How to complete this task
An exact transcription of all the data is required; the pictures are to be left out.

══ Records provided ══

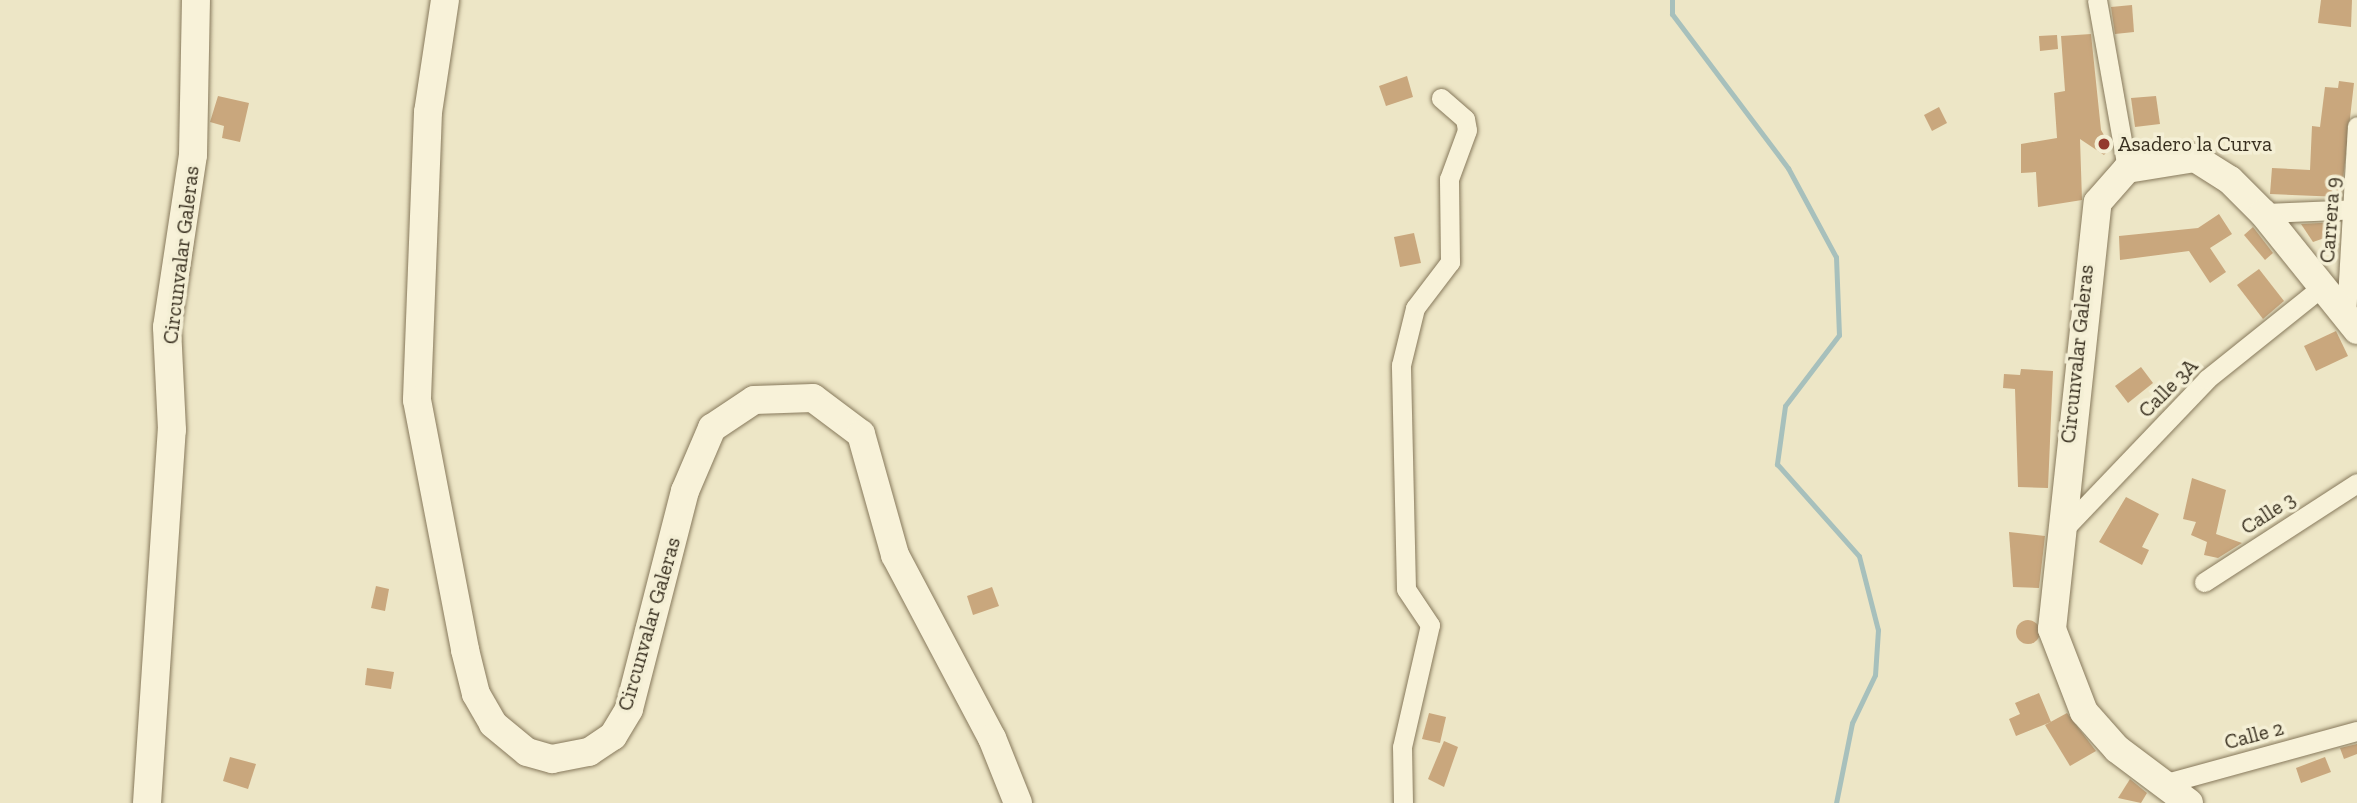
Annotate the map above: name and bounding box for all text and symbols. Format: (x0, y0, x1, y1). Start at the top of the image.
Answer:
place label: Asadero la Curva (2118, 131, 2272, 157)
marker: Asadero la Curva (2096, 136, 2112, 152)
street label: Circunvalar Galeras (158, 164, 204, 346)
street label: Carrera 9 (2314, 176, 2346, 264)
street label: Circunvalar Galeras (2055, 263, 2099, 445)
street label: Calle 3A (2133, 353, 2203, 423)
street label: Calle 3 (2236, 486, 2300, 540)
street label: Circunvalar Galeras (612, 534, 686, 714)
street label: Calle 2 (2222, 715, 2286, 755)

═══

Written answer
Annotate the map above: name and bounding box for all text and symbols. Format: (x0, y0, x1, y1). Start at the top of the image.
Answer:
place label: Asadero la Curva (2118, 131, 2272, 157)
marker: Asadero la Curva (2096, 136, 2112, 152)
street label: Circunvalar Galeras (158, 164, 204, 346)
street label: Carrera 9 (2314, 176, 2346, 264)
street label: Circunvalar Galeras (2055, 263, 2099, 445)
street label: Calle 3A (2133, 353, 2203, 423)
street label: Calle 3 (2236, 486, 2300, 540)
street label: Circunvalar Galeras (612, 534, 686, 714)
street label: Calle 2 (2222, 715, 2286, 755)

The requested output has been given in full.